[Saved data entries]
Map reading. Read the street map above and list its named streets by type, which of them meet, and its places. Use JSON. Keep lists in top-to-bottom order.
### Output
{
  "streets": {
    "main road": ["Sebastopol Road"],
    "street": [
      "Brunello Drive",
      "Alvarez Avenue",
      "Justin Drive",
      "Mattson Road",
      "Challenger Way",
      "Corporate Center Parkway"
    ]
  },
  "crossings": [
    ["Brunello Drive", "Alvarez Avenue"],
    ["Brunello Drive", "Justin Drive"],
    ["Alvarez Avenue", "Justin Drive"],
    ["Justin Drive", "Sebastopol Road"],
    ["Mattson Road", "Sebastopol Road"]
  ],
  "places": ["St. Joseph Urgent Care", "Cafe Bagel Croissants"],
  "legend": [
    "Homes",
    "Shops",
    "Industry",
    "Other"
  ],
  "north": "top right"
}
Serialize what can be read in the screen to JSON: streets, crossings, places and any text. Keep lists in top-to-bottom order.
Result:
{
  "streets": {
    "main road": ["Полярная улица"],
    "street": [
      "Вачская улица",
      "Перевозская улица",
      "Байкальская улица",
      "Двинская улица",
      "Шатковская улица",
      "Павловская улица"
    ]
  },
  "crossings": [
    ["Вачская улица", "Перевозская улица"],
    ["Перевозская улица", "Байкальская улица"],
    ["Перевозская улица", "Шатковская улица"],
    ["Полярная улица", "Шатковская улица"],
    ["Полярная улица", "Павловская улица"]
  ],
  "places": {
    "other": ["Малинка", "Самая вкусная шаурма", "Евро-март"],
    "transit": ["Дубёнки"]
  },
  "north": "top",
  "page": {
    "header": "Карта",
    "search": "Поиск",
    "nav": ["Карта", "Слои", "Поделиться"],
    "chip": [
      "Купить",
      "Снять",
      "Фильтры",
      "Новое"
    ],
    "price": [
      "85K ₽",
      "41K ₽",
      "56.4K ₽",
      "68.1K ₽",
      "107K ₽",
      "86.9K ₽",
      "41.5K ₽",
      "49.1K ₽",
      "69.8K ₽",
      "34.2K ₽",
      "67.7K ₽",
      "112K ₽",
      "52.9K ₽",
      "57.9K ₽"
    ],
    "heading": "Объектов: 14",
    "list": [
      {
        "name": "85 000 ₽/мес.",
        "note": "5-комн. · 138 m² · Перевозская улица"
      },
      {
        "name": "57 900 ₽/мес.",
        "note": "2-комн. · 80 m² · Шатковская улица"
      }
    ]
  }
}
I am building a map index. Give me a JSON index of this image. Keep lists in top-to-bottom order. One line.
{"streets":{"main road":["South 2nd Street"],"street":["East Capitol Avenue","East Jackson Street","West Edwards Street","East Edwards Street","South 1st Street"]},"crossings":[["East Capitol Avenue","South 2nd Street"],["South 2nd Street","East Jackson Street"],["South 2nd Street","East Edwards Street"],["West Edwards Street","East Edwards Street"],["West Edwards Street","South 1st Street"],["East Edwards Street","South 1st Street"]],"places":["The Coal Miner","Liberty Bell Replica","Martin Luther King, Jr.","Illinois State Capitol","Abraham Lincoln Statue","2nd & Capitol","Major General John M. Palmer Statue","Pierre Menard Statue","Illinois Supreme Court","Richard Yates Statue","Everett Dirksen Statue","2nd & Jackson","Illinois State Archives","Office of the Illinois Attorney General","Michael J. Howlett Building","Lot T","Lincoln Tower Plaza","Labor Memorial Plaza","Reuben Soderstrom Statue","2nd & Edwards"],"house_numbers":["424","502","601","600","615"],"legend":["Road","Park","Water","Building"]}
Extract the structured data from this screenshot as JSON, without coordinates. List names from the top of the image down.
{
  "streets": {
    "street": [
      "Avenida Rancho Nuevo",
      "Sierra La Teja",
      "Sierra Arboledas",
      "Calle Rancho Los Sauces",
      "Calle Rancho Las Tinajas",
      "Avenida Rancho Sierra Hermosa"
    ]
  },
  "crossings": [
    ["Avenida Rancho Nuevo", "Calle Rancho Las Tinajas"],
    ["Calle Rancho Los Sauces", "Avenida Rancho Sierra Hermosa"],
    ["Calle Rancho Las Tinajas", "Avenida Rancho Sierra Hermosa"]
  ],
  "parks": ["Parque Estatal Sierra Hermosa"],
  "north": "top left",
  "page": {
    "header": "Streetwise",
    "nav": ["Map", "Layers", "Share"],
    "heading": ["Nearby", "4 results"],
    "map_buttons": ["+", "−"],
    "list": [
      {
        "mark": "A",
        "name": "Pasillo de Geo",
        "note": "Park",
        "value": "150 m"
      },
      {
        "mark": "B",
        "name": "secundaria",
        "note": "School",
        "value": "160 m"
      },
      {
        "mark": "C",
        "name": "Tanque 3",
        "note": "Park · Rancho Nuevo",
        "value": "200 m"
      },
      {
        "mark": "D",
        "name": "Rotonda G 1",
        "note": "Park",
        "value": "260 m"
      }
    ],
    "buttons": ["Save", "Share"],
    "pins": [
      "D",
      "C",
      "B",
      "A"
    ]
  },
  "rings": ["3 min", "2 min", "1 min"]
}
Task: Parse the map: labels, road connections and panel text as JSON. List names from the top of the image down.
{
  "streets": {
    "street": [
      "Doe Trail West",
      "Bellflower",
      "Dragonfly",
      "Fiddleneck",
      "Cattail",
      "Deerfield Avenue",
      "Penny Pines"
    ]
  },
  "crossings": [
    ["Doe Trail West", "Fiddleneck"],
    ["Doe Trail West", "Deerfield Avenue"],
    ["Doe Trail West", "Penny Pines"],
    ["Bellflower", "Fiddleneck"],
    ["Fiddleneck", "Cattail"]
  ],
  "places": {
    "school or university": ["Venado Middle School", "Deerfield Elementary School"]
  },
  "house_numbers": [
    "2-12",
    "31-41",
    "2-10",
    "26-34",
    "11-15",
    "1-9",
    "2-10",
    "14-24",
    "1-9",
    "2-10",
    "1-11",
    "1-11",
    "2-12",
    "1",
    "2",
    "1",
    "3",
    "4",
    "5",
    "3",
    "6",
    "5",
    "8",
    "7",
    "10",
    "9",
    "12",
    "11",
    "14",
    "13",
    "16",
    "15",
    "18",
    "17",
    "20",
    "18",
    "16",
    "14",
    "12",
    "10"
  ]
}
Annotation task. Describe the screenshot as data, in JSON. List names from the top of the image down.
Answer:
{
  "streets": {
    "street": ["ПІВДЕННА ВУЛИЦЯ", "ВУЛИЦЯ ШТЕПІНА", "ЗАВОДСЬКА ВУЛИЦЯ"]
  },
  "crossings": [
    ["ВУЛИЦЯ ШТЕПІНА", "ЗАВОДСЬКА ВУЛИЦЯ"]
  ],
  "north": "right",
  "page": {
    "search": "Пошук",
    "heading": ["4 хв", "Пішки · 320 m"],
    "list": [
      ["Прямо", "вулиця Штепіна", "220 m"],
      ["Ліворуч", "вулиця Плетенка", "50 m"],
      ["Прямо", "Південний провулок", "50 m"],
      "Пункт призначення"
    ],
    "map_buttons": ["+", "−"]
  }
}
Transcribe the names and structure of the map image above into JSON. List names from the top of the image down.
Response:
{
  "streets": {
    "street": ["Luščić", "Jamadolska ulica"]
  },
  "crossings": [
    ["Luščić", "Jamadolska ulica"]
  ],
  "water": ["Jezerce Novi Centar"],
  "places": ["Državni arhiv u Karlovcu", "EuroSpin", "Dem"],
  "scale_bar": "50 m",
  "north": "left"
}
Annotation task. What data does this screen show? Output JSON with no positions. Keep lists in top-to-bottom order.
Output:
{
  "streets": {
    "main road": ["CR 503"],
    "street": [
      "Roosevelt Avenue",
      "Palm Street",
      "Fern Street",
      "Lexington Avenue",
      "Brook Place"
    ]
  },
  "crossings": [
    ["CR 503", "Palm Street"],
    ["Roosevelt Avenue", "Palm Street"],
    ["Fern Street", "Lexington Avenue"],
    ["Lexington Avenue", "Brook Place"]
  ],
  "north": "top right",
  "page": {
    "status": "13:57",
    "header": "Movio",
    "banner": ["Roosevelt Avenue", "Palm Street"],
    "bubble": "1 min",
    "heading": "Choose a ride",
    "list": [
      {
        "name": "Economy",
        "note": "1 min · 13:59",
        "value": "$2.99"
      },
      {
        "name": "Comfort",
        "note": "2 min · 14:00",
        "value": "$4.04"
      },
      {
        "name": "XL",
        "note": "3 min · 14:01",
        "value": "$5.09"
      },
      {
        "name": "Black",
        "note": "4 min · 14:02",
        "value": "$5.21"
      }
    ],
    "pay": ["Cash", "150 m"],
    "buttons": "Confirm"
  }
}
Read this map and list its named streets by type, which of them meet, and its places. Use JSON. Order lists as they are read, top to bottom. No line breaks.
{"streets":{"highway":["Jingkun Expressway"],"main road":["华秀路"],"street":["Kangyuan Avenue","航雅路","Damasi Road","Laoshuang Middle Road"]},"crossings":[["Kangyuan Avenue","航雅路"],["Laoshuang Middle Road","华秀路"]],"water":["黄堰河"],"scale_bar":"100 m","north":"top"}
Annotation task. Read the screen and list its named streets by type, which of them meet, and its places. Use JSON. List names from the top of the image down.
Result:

EXERCISE: Check every line of the records, and copy the ones that hold the word "above".

SOLUTION FOR THIS EXERCISE:
Map reading. Read the street map above and list its named streets by type, which of them meet, and its places. Use JSON. Keep lists in top-to-bottom order.
Transcribe the names and structure of the map image above into JSON. List names from the top of the image down.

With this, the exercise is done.